REBECCA FRANKS talks to the Chiaroscuro Quartet’s lead violinist about Haydn’s seminal Op. 20 set
How important are these quartets in the history of the genre? Incredibly important. Haydn’s Op. 20 is the real basis of quartet repertoire. In these six pieces there are so many different ways to use a string quartet. Haydn was the real master of that. You can hear in Op. 20 how to bring out the solos, how to make the voices talk to each other and laugh with each other. They were called the ‘Sun’ quartets, but that was so they would sell better at the time. There really is everything here. The second movement of No. 4 is really devastating, probably one of my favourite movements in the set. It’s a real spectrum of emotion in Op. 20. It’s not only sunshine.
Listening to this CD, it really sounds like you relished playing these three quartets. Was that the case?

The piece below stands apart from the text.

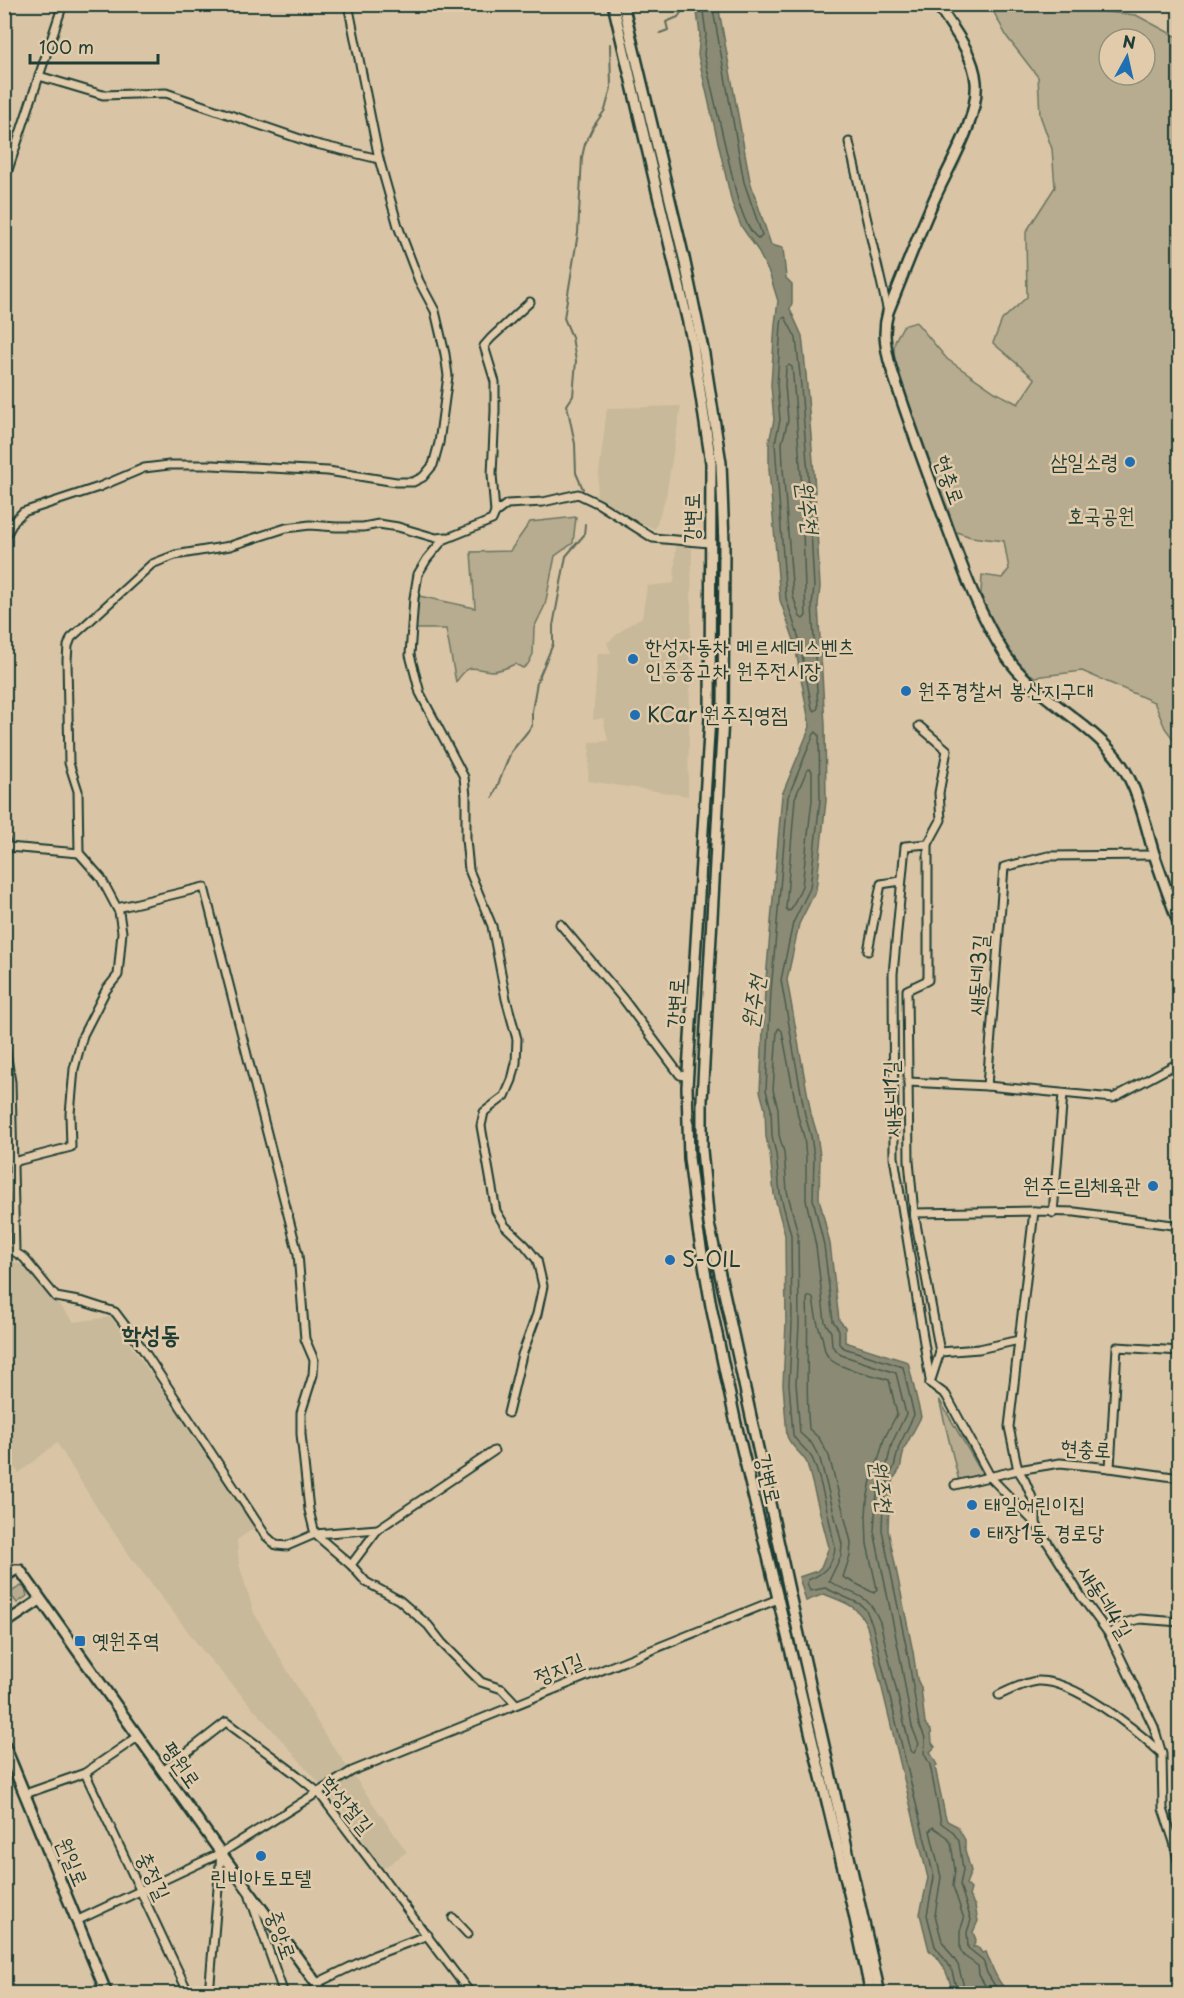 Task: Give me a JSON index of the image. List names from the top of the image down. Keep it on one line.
{"streets":{"street":["현충로","강변로","새동네3길","새동네1길","새동네4길","정지길","평원로","학성철길","원일로","충정길","중앙로"]},"crossings":[["현충로","새동네3길"],["현충로","새동네4길"],["강변로","정지길"],["정지길","평원로"],["정지길","학성철길"],["정지길","원일로"],["정지길","충정길"],["평원로","학성철길"],["평원로","중앙로"]],"districts":["학성동"],"water":["원주천"],"parks":["호국공원"],"places":{"other":["삼일소령","한성자동차 메르세데스벤츠 인증중고차 원주전시장","원주경찰서 봉산지구대","KCar 원주직영점","원주드림체육관","S-OIL","태일어린이집","태장1동 경로당","린비아토모텔"],"transit":["옛원주역"]},"scale_bar":"100 m","north":"top"}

We had so much fun. There were so many jokes we could make, so many clever nuances that came to us when we were playing it. So while I think it was a little bit difficult for the recording engineer as he never had the same take twice, we always had lots of fun. Actually, when we first started to play Haydn it was really difficult. We felt on the spot, a little bit naked. As we got to know the language, we learned to be quite free with it. Haydn’s unique style is totally recognisable
And what difference does playing this music on gut strings make? They have a very different sound. We play with a lot of resonance, and we also like the earthiness of the sound. Sometimes we make a sound that isn’t always pretty or birdlike. There are lots of those colours to bring out in this music. In terms of the sound on disc, the choice of hall is important. We love the Sendessal Bremen in Germany. It’s wooden and so warm, and we love the sound we can get there. Our producer Ingo Petry is a vital part of it. We have to totally give ourselves to his musicality and how he puts it together in the end.